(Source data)
——————
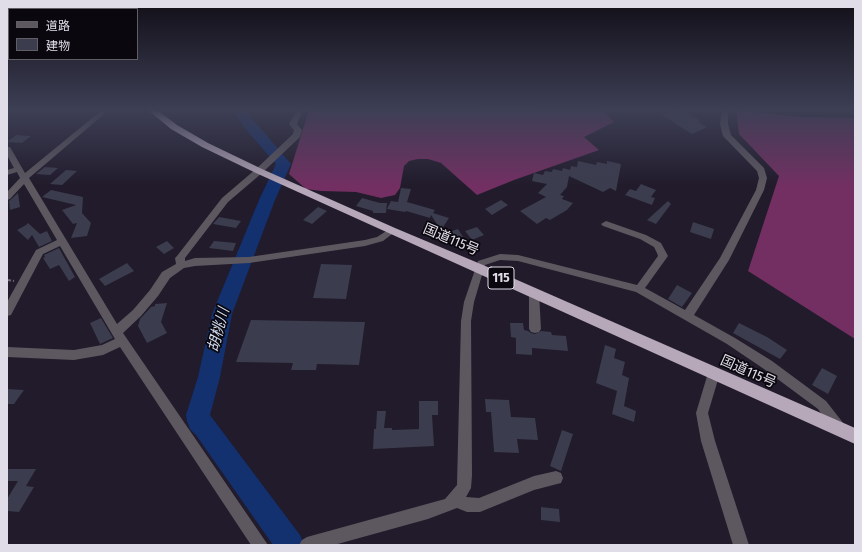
<!DOCTYPE html>
<meta charset="utf-8">
<style>
body{margin:0}
#map{position:relative;width:862px;height:552px;overflow:hidden;background:#211b2b;font-family:"Fira Sans Condensed","Noto Sans JP",sans-serif}
canvas{display:block}
.frame{position:absolute;inset:0;border:8px solid #e1dde8;pointer-events:none}
.legend{position:absolute;left:8px;top:8px;width:130px;height:52px;box-sizing:border-box;background:#0a070e;border:1px solid #605d65;margin:0;padding:5px 7px;list-style:none;font-size:12px;color:#e1dde8}
.legend li{display:flex;align-items:center;gap:8px;height:20px}
.legend b{width:20px;border:1px solid #605d65}
</style>
<div id="map">
<canvas width="862" height="552"></canvas>
<div class="frame"></div>
<ul class="legend">
<li><b style="height:5px;background:#5d585f"></b>道路</li>
<li><b style="height:11px;background:#3b3c4d"></b>建物</li>
</ul>
</div>
<script>
const c = document.querySelector('canvas').getContext('2d');
c.lineJoin = 'round';
function paint(path, color) { c.fillStyle = color; c.fill(path, 'evenodd'); }
const toPath = rows => new Path2D(rows.map(r => 'M' + r).join(''));
function stroke(path, color, width, dash) { c.strokeStyle = color; c.lineWidth = width; c.lineCap = dash ? 'butt' : 'round'; c.setLineDash(dash || []); c.stroke(path); }
function write(font, color, halo, rows, align = 'center') {
  c.font = font + ' "Fira Sans Condensed","Noto Sans JP",sans-serif'; c.lineWidth = 3.5; c.setLineDash([]); c.textBaseline = 'middle'; c.strokeStyle = halo; c.fillStyle = color; for (const [text, x, y, turn = 0] of rows) {
    c.save(); c.translate(x, y); c.rotate((+turn || 0) * Math.PI / 180); c.textAlign = isNaN(turn) ? turn : align; if (halo) c.strokeText(text, 0, 0); c.fillText(text, 0, 0); c.restore();
  }
}
paint(toPath([
 [309,110,480,110,485,112,531,112,541,110,603,110,614,122,584,137,599,150,514,180,477,195,441,163,428,159,418,159,409,161,404,166,400,188,395,195,381,198,356,192,321,191,306,189,289,174],
 [736,110,800,117,855,118,855,339,748,271,779,176,739,134]
]), '#732f62');
paint(toPath([
 [233,110,245,110,291,164,275,200,232,314,220,377,210,415,300,535,304,545,273,545,196,435,190,429,187,421,186,415,198,377,212,314,259,200,276,164,243,126,233,110]
]), '#13306f');
paint(toPath([
 [676,110,680,110,701,121,698,122,707,127,692,134,662,115],
 [16,135,31,136,22,143,7,142],
 [578,161,596,165,597,162,607,164,607,161,621,164,616,191,610,188,603,192,569,176,567,187,560,195,564,196,562,199,573,203,567,210,550,220,546,218,537,224,520,211,546,197,538,193,547,184,532,181,534,173,543,175,545,171,552,172,553,169,562,171,563,168,570,170,571,166,577,167],
 [45,167,58,168,50,175,36,174],
 [66,170,77,171,62,185,50,184],
 [641,184,656,190,651,197,655,198,652,205,625,195,630,189,636,191],
 [401,188,411,189,407,202,435,210,433,213,449,218,441,230,431,215,430,218,406,211,405,212,387,209,391,201,398,202],
 [51,190,83,197,82,213,91,223,87,236,71,238,77,223,73,224,62,210,76,205,42,197],
 [18,193,20,207,10,210,9,201],
 [362,198,380,203,387,203,386,213,373,213,373,211,356,206],
 [501,200,508,205,492,215,485,209],
 [668,201,671,204,656,224,647,220],
 [318,207,327,211,312,224,303,220],
 [219,217,241,221,236,228,213,224],
 [693,222,714,229,711,239,690,232],
 [28,223,40,234,47,231,52,241,39,247,32,235,28,240,17,230,26,225],
 [477,227,484,235,472,240,465,231],
 [458,229,463,237,447,241,443,234],
 [167,241,174,248,164,254,156,247],
 [214,241,236,243,233,251,209,248],
 [59,248,75,277,69,281,59,265,50,269,43,258,45,257,44,255],
 [127,263,134,271,105,286,99,279],
 [321,264,352,265,346,299,313,298],
 [677,285,692,293,682,307,668,299],
 [167,303,161,322,167,333,147,343,138,326,140,319,151,307,155,306,155,304],
 [101,318,113,338,100,344,90,323],
 [251,320,365,322,359,365,317,364,316,370,291,370,293,363,236,362],
 [510,323,523,323,524,330,528,331,531,333,535,334,541,331,551,332,552,335,566,336,568,351,532,348,532,355,516,354,516,338,511,337],
 [739,323,767,337,787,350,780,359,733,333],
 [605,345,616,349,614,358,625,362,622,375,629,378,624,406,636,411,634,422,612,414,617,391,596,383],
 [822,368,837,376,828,394,812,385],
 [7,389,24,390,14,404,7,404],
 [485,399,509,400,511,417,535,418,538,440,517,439,519,453,494,452,491,412,486,412],
 [419,401,438,401,438,415,432,415,434,446,373,449,374,429,376,429,377,411,386,411,384,428,392,428,392,430,419,429],
 [562,430,573,434,561,471,550,466],
 [7,469,36,469,26,486,34,487,19,512,7,511,7,499,18,481,7,481],
 [541,507,559,509,560,522,541,520]
]), '#3b3c4d');
stroke(toPath([
 [7,280,14,281]
]), '#6f6a78', 2, [4, 2]);
paint(toPath([
 [102,110,109,110,29,178,117,324,133,310,150,290,162,272,176,264,175,258,177,256,222,198,256,169,293,134,294,130,289,124,297,110,303,110,297,124,302,130,300,137,262,173,228,202,185,258,185,261,195,258,249,257,365,240,377,237,391,228,396,231,383,241,365,246,249,263,195,266,184,268,170,278,158,296,141,316,123,333,268,545,251,545,120,347,103,355,74,360,7,357,7,347,74,350,102,345,115,339,60,246,43,254,11,315,7,316,7,302,36,250,57,240,24,184,10,199,7,200,7,192,20,178,17,172,7,175,7,170,14,168,7,155,7,147,10,147,25,173,102,110],
 [722,110,728,110,728,124,731,135,764,168,767,178,764,190,729,260,694,315,735,338,772,361,826,401,844,424,845,428,844,432,839,434,834,432,818,409,764,369,727,344,636,292,518,261,500,260,485,265,474,302,471,321,472,475,471,488,466,497,479,498,534,476,556,471,561,473,563,478,561,483,534,490,480,512,467,512,457,508,428,519,334,545,299,545,302,540,307,537,445,499,457,485,461,321,464,302,478,261,500,254,518,255,637,285,658,256,657,253,654,247,640,239,603,226,601,224,606,221,646,235,661,243,668,256,645,288,685,310,720,258,756,190,759,178,757,171,723,136,720,124,722,110],
 [534,289,538,290,539,293,541,329,539,332,535,333,531,332,529,329,529,293,530,290,534,289],
 [714,368,718,369,720,373,708,413,715,441,749,545,733,545,701,441,696,413,708,373,710,369,714,368]
]), '#5d585f');
paint(toPath([
 [148,110,157,110,177,125,208,143,262,169,395,228,483,265,855,428,855,444,256,173,202,147,171,129,148,110]
]), '#b6a7b9');
const sky = c.createLinearGradient(0, 0, 0, 187);
sky.addColorStop(0, '#120f18');
sky.addColorStop(0.59, '#3d3f55');
sky.addColorStop(1, '#3d3f5500');
c.fillStyle = sky;
c.fillRect(0, 0, 862, 187);
for (const [x, y, w] of [
 [501,278,26]
]) { const box = new Path2D(); box.roundRect(x - w / 2, y - 11, w, 22, 3); c.fillStyle = '#0a070e'; c.fill(box); stroke(box, '#e1dde8', 1); }
write('bold 13px', '#e1dde8', null, [
 ["115",501,278]
]);
write('14px', '#e1dde8', '#0a070e', [
 ["国道115号",451,240,23],
 ["国道115号",748,372,24]
]);
write('italic 15px', '#cfdaed', '#0a070e', [
 ["胡桃川",219,330,-75]
]);
</script>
——————
→ **What to work on**
The lines you need are those with the word "margin"; list them from the entries.

→ **Reply**
body{margin:0}
.legend{position:absolute;left:8px;top:8px;width:130px;height:52px;box-sizing:border-box;background:#0a070e;border:1px solid #605d65;margin:0;padding:5px 7px;list-style:none;font-size:12px;color:#e1dde8}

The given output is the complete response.